Räume, unsere dritte Haut
Räume begleiten uns ein Leben lang, bieten Schutz, spiegeln Erinnerungen, erzählen Geschichten und wechseln Ihre Bedeutung mit jeder Lebensphase. Nicht ohne Grund bezeichnet man sie auch als unsere „dritte Haut“. Wir nehmen es oft erst wahr, wenn sich unser Leben verändert.
- Nach einem Umzug
- Nach einer Trennung
- Nach dem Auszug der Kinder
- Beginn des Ruhestands
Oder einfach dann, wenn das Vertraute nicht mehr zu uns passt. Diese Zusammenhänge interessieren mich.

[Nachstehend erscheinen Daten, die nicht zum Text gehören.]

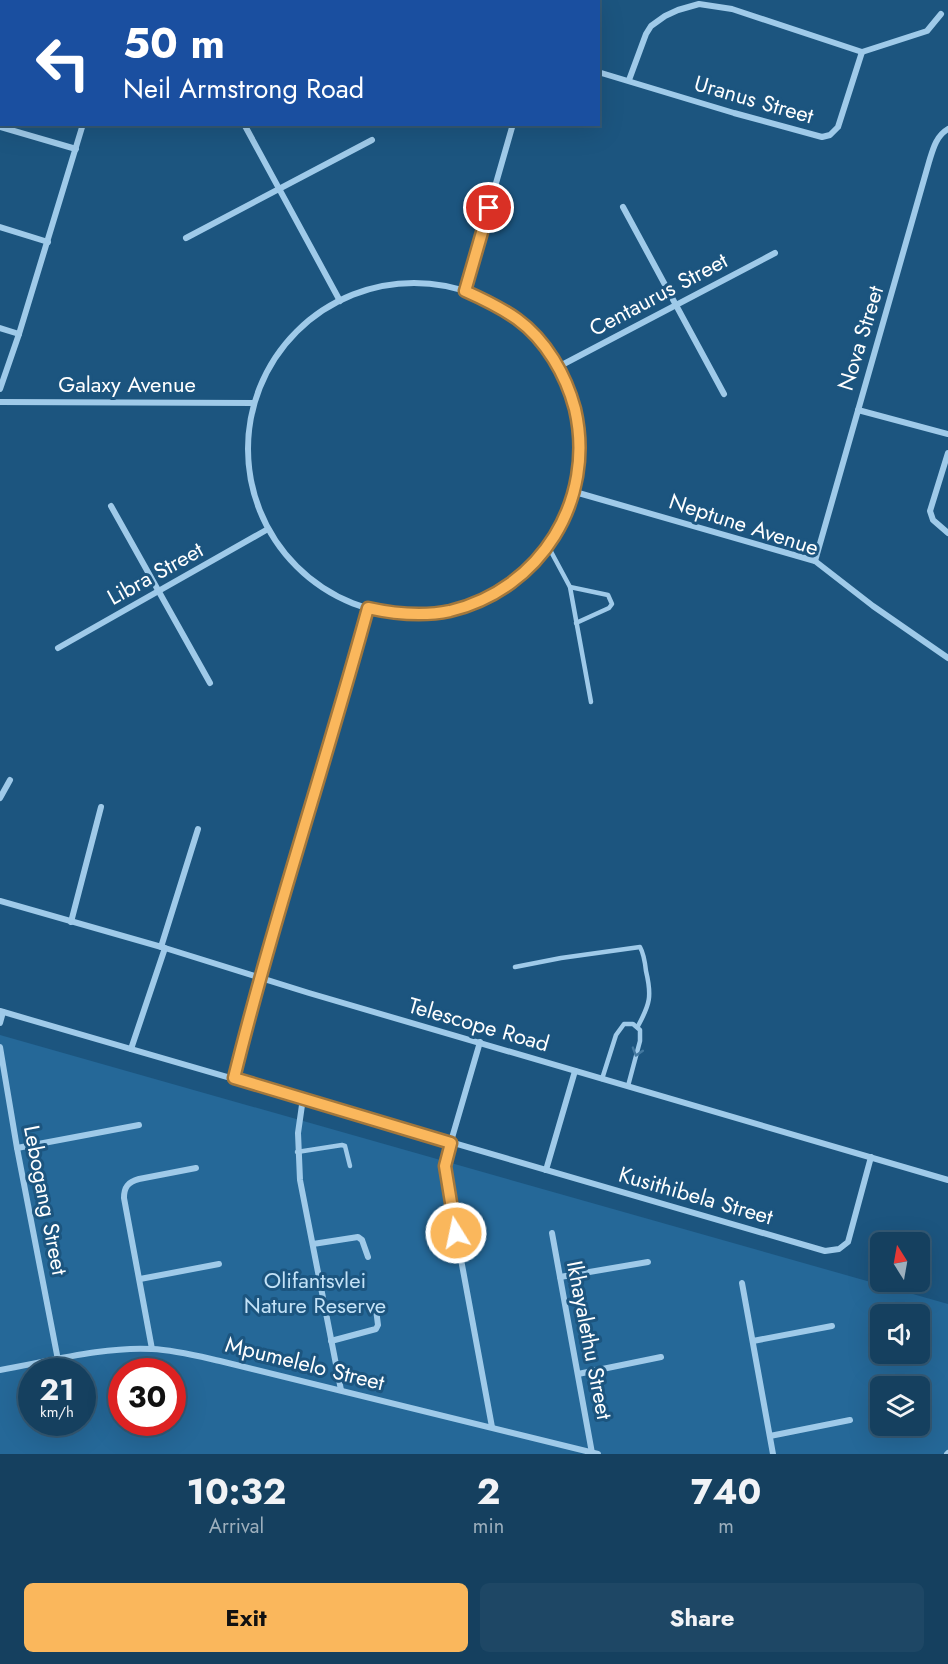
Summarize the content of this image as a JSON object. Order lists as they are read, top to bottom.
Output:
{
  "streets": {
    "street": [
      "Uranus Street",
      "Centaurus Street",
      "Nova Street",
      "Galaxy Avenue",
      "Neptune Avenue",
      "Libra Street",
      "Telescope Road",
      "Kusithibela Street",
      "Lebogang Street",
      "Ikhayalethu Street",
      "Mpumelelo Street"
    ]
  },
  "crossings": [
    ["Nova Street", "Neptune Avenue"],
    ["Telescope Road", "Kusithibela Street"],
    ["Ikhayalethu Street", "Mpumelelo Street"]
  ],
  "parks": ["Olifantsvlei Nature Reserve"],
  "north": "top",
  "page": {
    "turn": ["50 m", "Neil Armstrong Road"],
    "speed": "21 km/h",
    "limit": "30",
    "eta": [
      "10:32",
      "Arrival",
      "2",
      "min",
      "740",
      "m"
    ],
    "buttons": ["Exit", "Share"]
  }
}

Als gelernte Modedesignerin gründete ich zunächst meine eigene Kollektion und war viele Jahre selbstständig tätig. Später leitete ich den Showroom eines englischen Farbenherstellers und vertiefte mein Wissen durch Weiterbildungen in den Bereichen
- Wohn- und Architekturpsychologie
- Raumgestaltung
- gesundes Wohnumfeld
Dabei wurde deutlich, in der Beziehung zwischen Mensch und Raum geht es um
- Atmosphäre
- Orientierung
- Identität
- Ordnung
- Wohlbefinden
Gerne erinnere ich mich an meine erste Beratung. Eine Kundin beschrieb ihr Schlafzimmer mit den Worten: „Dieser Raum nimmt mir die Luft zum Atmen“. Bereits beim Betreten war spürbar, dass es nicht um eine neue Wandfarbe ging. Die Raumstruktur, die Anordnung der Möbel und die emotionale Aufladung des Raumes wirkten belastend.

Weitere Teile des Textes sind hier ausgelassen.